Supplied material START
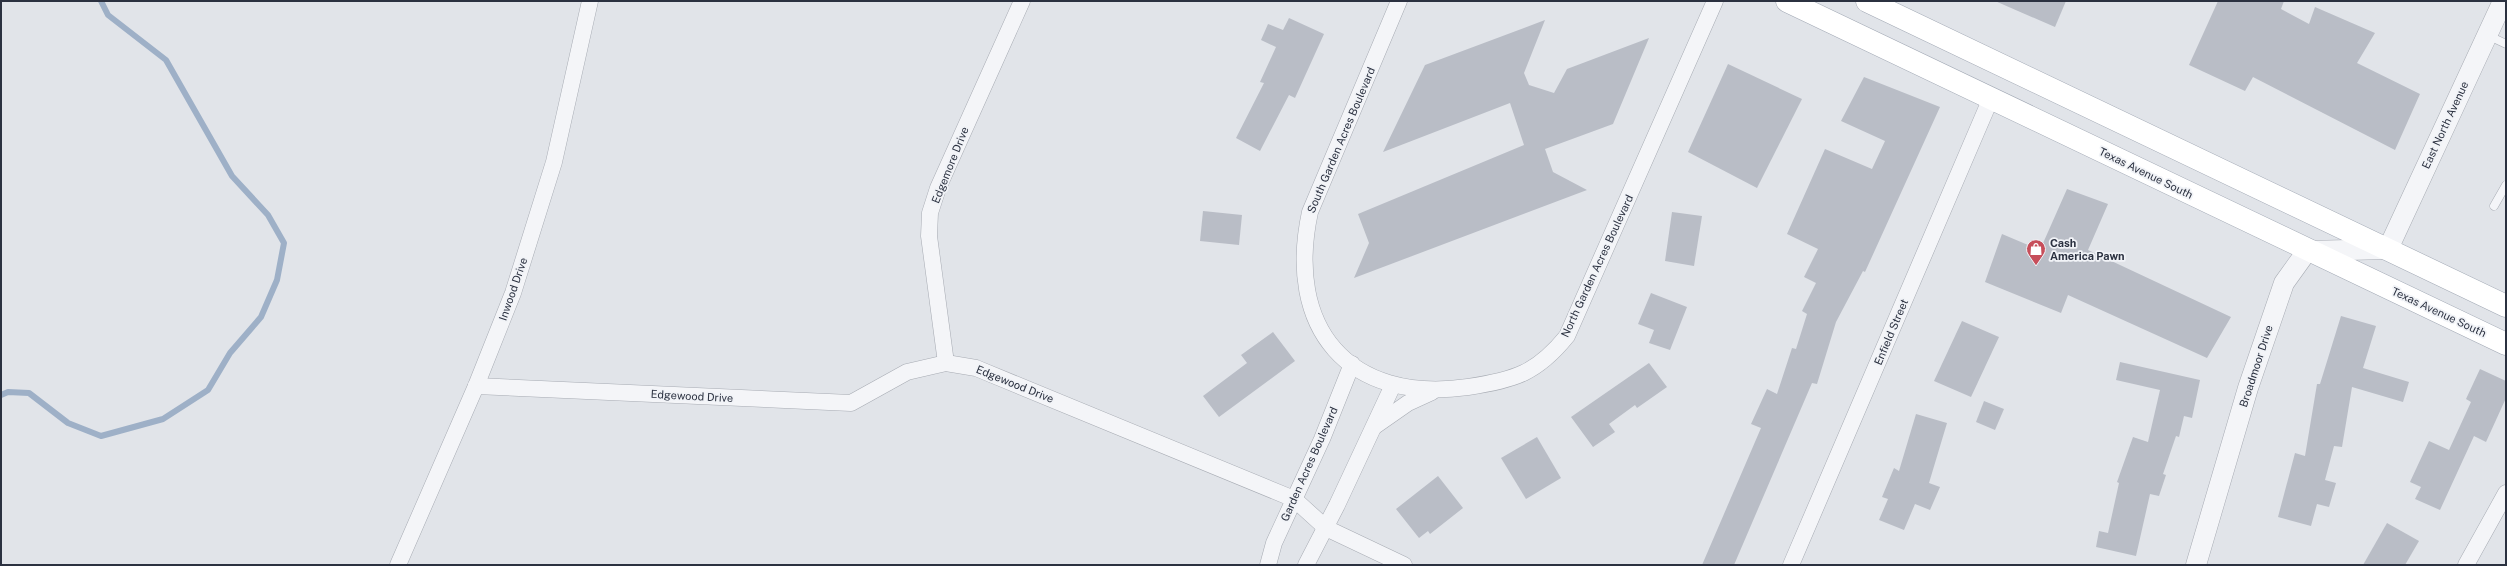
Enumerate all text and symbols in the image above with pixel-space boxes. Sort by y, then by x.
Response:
street label: South Garden Acres Boulevard [1305,65,1377,215]
street label: East North Avenue [2420,79,2470,171]
street label: Edgemore Drive [929,125,971,205]
street label: Texas Avenue South [2097,145,2195,201]
street label: North Garden Acres Boulevard [1559,193,1635,339]
place label: Cash America Pawn [2050,237,2125,262]
shop icon: Cash America Pawn [2025,238,2047,266]
street label: Inwood Drive [497,256,529,322]
street label: Texas Avenue South [2390,285,2488,339]
street label: Enfield Street [1872,297,1910,367]
street label: Broadmoor Drive [2237,323,2275,409]
street label: Edgewood Drive [974,363,1056,405]
street label: Edgewood Drive [650,388,734,404]
street label: Garden Acres Boulevard [1278,405,1340,523]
Supplied material END
## Exercise instructions:
Output a precise copy of the entries, leaving the images out.

## Response to the exercise:
Enumerate all text and symbols in the image above with pixel-space boxes. Sort by y, then by x.
Response:
street label: South Garden Acres Boulevard [1305,65,1377,215]
street label: East North Avenue [2420,79,2470,171]
street label: Edgemore Drive [929,125,971,205]
street label: Texas Avenue South [2097,145,2195,201]
street label: North Garden Acres Boulevard [1559,193,1635,339]
place label: Cash America Pawn [2050,237,2125,262]
shop icon: Cash America Pawn [2025,238,2047,266]
street label: Inwood Drive [497,256,529,322]
street label: Texas Avenue South [2390,285,2488,339]
street label: Enfield Street [1872,297,1910,367]
street label: Broadmoor Drive [2237,323,2275,409]
street label: Edgewood Drive [974,363,1056,405]
street label: Edgewood Drive [650,388,734,404]
street label: Garden Acres Boulevard [1278,405,1340,523]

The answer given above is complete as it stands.